Every line in the records below with the string "names" needs to be copied out.

RECORDS SHOWN:
== Segment start ==

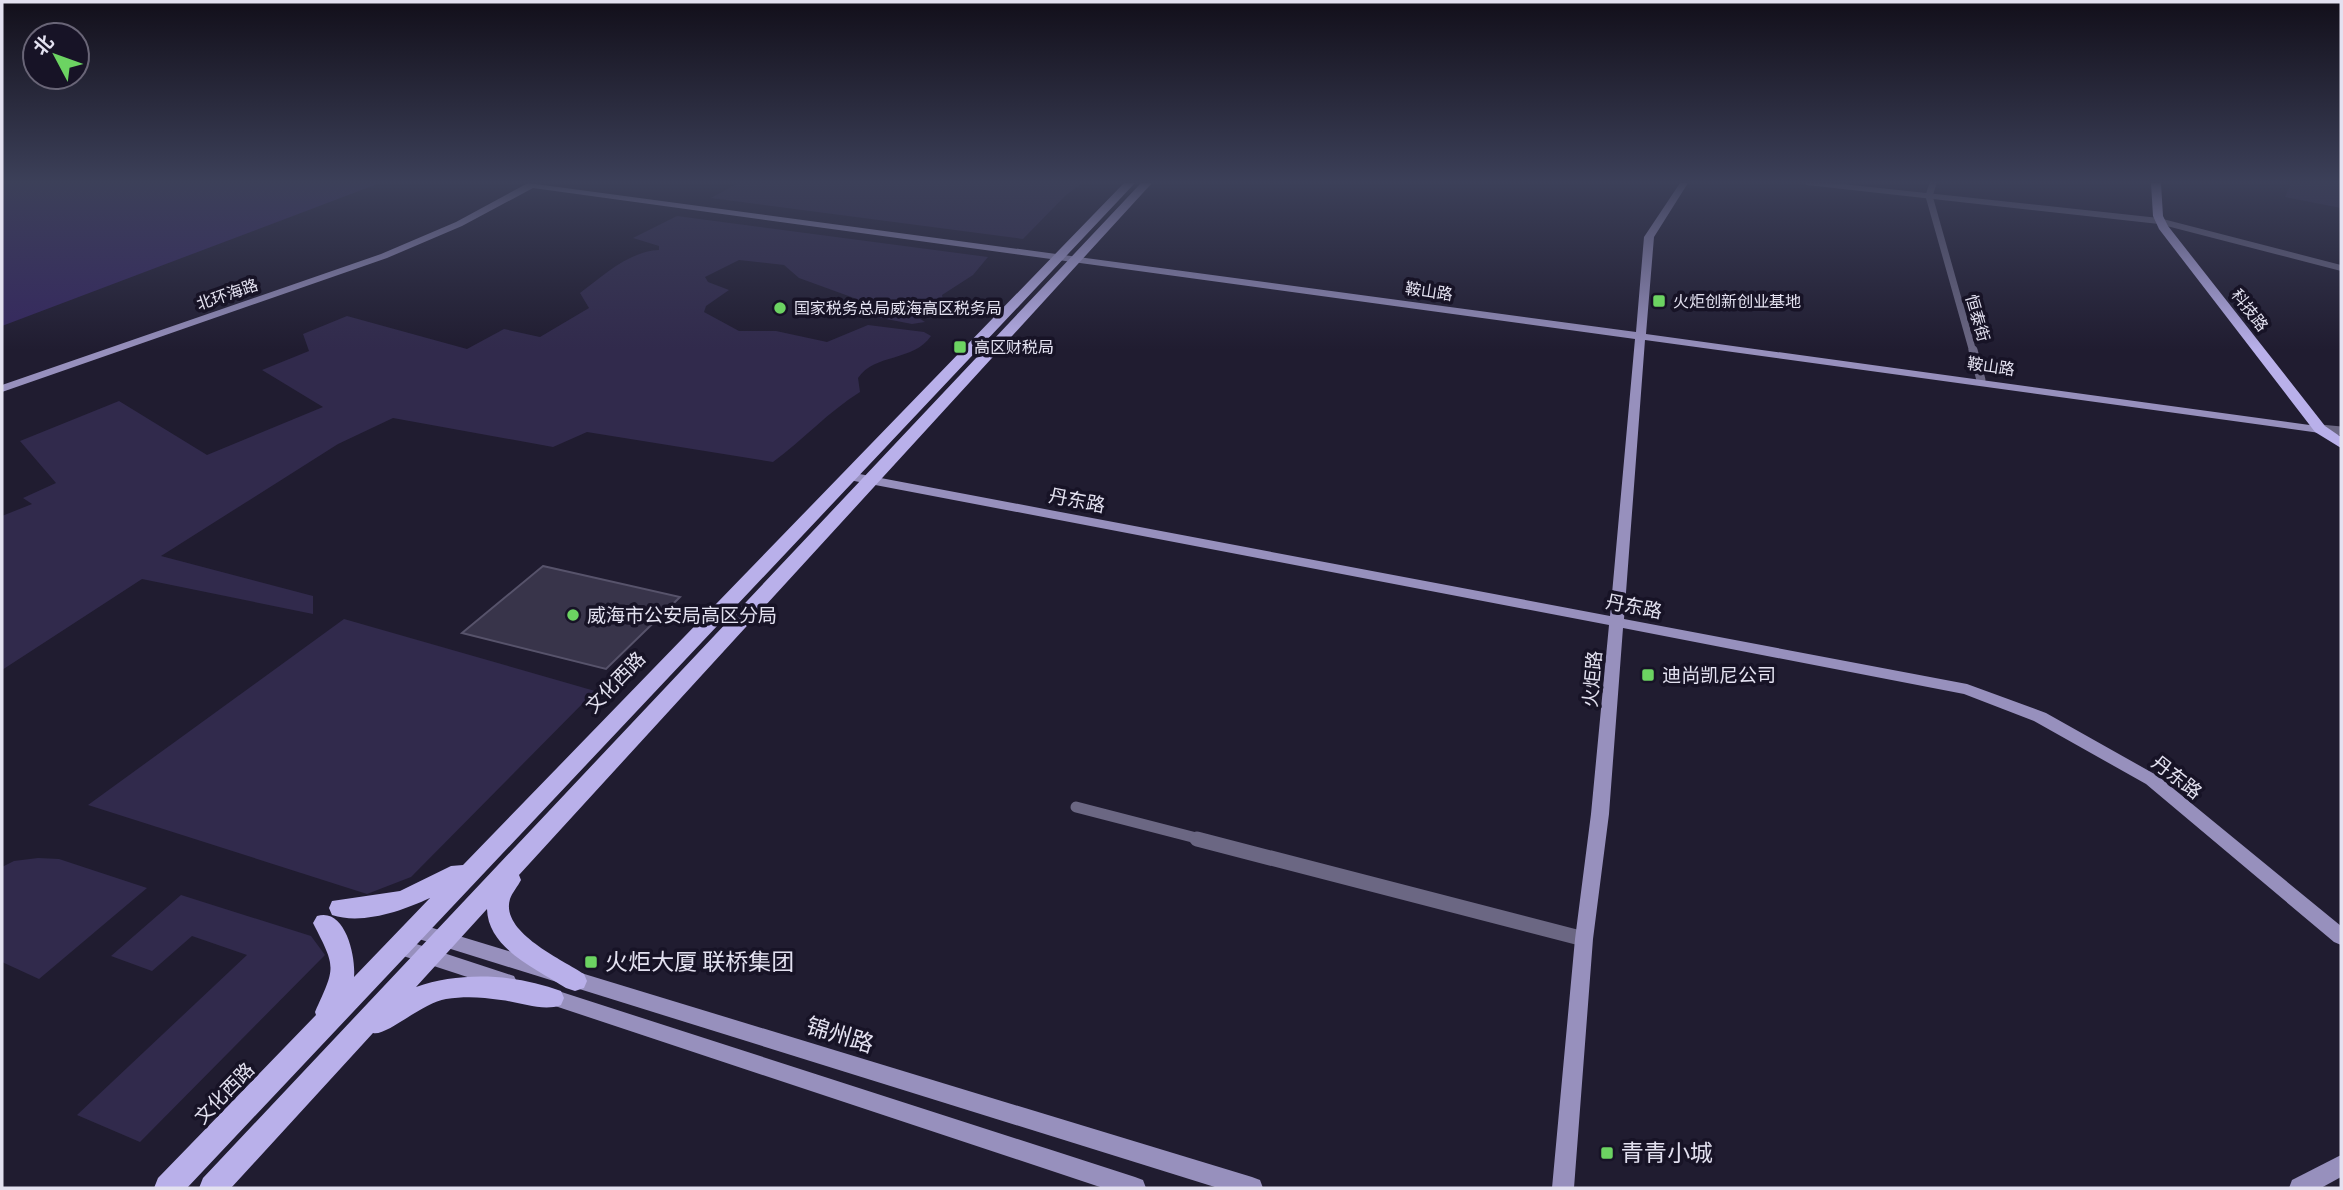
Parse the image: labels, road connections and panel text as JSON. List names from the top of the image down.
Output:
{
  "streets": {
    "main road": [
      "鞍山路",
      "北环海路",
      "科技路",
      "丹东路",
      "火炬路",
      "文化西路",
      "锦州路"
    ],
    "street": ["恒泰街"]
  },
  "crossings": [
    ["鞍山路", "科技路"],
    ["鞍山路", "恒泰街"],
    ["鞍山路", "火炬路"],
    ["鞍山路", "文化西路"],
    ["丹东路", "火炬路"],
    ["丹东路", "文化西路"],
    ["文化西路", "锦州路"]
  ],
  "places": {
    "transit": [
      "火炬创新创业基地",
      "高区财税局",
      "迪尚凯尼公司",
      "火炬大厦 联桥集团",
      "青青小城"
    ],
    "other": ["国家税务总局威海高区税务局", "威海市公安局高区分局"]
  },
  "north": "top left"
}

== Segment end ==
== Segment start ==

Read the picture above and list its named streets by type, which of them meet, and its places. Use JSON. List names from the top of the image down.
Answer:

== Segment end ==

RESULT FOR THIS TASK:
Parse the image: labels, road connections and panel text as JSON. List names from the top of the image down.
Read the picture above and list its named streets by type, which of them meet, and its places. Use JSON. List names from the top of the image down.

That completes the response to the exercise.